:: Directions ::
An exact copy of all the records is the expected answer.

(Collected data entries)

+++++

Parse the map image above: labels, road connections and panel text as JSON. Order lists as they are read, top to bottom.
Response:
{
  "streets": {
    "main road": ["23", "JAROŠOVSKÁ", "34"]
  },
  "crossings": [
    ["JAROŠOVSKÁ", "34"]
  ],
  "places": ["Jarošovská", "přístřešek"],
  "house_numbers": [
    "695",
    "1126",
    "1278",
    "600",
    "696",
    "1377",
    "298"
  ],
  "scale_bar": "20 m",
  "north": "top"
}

+++++

:: Answer section ::
Parse the map image above: labels, road connections and panel text as JSON. Order lists as they are read, top to bottom.
Response:
{
  "streets": {
    "main road": ["23", "JAROŠOVSKÁ", "34"]
  },
  "crossings": [
    ["JAROŠOVSKÁ", "34"]
  ],
  "places": ["Jarošovská", "přístřešek"],
  "house_numbers": [
    "695",
    "1126",
    "1278",
    "600",
    "696",
    "1377",
    "298"
  ],
  "scale_bar": "20 m",
  "north": "top"
}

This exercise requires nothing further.